▶ Data provided
-- Opening Marker --
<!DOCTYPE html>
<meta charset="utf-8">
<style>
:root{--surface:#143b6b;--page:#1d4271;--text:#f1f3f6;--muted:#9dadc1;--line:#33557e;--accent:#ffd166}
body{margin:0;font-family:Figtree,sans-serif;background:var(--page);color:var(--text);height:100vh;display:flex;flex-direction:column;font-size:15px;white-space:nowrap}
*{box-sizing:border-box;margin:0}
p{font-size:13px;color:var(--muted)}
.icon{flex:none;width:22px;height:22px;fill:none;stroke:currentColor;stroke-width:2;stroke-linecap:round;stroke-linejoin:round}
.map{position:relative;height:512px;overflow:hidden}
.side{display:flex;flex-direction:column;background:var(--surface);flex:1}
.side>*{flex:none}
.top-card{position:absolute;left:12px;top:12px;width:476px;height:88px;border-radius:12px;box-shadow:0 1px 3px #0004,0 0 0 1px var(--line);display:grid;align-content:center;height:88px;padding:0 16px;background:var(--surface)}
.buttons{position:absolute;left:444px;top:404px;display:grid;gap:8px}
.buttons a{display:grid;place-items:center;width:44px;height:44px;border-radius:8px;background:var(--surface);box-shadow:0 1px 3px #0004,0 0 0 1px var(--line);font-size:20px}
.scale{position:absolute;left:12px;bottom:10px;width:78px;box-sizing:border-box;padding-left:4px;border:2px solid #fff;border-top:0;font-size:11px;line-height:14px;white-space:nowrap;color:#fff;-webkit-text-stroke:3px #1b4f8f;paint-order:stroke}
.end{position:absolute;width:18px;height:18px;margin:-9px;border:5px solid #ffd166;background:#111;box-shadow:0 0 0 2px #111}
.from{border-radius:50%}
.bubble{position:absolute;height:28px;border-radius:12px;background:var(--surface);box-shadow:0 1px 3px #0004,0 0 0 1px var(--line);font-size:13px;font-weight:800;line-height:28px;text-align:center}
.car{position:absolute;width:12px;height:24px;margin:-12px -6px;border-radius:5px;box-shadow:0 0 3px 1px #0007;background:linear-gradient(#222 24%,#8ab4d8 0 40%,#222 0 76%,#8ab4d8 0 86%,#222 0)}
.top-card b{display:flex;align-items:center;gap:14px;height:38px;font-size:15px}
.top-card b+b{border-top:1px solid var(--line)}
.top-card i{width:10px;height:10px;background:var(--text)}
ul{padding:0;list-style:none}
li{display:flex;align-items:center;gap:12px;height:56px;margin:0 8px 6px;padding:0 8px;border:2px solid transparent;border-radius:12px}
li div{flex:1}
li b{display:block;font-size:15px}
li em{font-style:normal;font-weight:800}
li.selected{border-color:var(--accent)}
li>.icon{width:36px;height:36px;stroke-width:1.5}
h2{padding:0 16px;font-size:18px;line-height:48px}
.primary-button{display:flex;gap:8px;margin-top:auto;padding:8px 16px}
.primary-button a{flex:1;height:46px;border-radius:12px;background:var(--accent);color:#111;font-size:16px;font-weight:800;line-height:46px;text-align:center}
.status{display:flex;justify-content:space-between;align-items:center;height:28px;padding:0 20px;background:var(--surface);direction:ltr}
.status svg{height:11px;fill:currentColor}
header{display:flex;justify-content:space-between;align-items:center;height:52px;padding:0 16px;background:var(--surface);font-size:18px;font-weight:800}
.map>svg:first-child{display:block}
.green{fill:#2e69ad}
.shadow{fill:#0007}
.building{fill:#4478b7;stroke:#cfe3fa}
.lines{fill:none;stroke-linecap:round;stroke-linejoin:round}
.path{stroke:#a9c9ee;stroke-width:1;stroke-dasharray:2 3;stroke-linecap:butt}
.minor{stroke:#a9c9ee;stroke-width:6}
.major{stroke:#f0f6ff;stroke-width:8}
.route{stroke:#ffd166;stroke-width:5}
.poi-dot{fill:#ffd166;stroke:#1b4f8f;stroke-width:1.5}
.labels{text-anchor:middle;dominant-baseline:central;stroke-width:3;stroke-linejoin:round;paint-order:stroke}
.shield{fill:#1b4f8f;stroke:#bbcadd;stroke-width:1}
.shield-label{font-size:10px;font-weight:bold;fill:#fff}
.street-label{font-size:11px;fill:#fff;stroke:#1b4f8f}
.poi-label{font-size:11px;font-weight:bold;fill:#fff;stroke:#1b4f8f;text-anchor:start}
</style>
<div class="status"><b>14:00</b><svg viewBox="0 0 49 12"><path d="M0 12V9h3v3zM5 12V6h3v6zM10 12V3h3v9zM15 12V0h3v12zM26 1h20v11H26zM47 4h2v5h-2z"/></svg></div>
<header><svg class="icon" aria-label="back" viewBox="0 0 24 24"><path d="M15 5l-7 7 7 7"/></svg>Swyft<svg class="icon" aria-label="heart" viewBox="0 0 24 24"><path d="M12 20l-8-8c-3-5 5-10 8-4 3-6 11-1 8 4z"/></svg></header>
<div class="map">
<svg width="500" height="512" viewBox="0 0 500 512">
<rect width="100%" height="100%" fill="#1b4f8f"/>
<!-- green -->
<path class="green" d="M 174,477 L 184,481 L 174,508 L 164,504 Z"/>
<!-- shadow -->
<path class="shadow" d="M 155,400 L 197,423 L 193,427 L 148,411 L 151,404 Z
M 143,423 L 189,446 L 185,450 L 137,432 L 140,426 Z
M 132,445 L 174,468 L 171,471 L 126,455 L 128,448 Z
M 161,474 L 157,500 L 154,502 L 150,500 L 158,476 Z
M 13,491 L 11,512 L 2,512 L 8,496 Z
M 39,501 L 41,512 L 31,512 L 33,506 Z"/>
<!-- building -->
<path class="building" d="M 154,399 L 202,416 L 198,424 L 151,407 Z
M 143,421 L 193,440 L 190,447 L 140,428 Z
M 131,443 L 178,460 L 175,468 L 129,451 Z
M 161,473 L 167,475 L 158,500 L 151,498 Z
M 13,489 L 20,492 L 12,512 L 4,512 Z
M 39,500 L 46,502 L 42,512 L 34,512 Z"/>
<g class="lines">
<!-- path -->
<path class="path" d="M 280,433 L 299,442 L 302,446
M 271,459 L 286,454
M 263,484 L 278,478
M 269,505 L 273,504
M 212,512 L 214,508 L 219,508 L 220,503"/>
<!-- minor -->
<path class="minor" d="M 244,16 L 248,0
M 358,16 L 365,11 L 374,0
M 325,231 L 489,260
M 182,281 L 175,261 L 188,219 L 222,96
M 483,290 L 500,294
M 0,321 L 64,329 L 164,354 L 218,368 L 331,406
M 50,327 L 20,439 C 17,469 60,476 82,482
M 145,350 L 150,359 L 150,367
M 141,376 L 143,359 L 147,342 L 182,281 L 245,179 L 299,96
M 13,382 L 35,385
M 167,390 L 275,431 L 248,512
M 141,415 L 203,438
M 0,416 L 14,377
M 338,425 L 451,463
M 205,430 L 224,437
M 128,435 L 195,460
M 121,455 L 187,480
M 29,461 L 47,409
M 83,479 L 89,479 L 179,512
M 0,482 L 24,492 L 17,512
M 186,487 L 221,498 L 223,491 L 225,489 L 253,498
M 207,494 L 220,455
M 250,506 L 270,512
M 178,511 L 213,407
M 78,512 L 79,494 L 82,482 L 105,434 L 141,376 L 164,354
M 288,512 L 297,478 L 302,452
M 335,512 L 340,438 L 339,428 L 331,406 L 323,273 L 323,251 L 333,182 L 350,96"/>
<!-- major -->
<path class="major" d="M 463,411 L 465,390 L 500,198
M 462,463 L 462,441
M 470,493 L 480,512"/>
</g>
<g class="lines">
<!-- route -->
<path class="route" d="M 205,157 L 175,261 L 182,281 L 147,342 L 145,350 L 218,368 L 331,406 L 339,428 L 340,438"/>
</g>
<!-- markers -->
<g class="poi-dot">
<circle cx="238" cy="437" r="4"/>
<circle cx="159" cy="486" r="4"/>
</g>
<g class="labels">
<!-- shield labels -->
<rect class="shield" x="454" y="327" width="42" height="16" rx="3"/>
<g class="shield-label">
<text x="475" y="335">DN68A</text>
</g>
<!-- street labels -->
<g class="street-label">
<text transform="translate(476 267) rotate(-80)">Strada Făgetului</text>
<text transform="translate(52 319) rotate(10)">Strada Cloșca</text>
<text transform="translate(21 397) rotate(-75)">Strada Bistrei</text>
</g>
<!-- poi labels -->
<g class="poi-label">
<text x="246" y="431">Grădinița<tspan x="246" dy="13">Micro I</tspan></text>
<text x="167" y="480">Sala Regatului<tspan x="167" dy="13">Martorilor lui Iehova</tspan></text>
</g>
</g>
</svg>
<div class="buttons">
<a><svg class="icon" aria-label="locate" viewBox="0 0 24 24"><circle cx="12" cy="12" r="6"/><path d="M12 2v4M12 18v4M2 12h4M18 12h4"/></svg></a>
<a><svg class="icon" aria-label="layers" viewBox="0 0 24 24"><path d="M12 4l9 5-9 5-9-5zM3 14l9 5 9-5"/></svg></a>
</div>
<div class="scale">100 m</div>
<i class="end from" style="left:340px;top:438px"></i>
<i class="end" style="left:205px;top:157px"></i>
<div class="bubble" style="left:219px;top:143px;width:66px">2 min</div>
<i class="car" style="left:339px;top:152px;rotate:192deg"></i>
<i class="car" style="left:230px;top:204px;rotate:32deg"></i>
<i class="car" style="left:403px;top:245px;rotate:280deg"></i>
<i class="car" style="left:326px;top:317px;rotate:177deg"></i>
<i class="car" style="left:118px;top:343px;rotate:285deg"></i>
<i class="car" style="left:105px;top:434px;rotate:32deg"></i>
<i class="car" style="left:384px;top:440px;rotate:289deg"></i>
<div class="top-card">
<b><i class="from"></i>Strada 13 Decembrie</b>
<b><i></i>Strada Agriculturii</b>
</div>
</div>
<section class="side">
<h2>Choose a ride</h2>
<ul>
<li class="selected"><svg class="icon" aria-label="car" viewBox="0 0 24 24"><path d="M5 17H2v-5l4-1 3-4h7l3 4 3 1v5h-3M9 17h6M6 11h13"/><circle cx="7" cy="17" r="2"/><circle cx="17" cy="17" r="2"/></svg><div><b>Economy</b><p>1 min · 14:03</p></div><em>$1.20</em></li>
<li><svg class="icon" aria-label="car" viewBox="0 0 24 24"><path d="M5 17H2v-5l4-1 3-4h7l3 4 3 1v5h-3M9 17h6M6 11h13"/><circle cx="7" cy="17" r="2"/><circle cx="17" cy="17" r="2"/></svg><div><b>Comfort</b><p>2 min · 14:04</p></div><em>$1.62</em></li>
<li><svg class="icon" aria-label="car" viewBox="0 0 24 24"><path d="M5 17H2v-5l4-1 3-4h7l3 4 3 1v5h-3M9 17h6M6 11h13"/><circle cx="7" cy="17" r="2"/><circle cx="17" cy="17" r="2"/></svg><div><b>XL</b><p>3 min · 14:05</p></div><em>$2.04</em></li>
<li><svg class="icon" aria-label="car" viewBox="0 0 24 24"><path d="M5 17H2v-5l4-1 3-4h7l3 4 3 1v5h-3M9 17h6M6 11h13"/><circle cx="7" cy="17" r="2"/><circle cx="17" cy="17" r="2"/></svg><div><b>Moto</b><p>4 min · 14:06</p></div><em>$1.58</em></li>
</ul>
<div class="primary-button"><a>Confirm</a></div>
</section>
-- Closing Marker --
▶ Exercise
Whenever the string "linejoin" shows up on a line of the listing, copy that line.

▶ Task answer
.icon{flex:none;width:22px;height:22px;fill:none;stroke:currentColor;stroke-width:2;stroke-linecap:round;stroke-linejoin:round}
.lines{fill:none;stroke-linecap:round;stroke-linejoin:round}
.labels{text-anchor:middle;dominant-baseline:central;stroke-width:3;stroke-linejoin:round;paint-order:stroke}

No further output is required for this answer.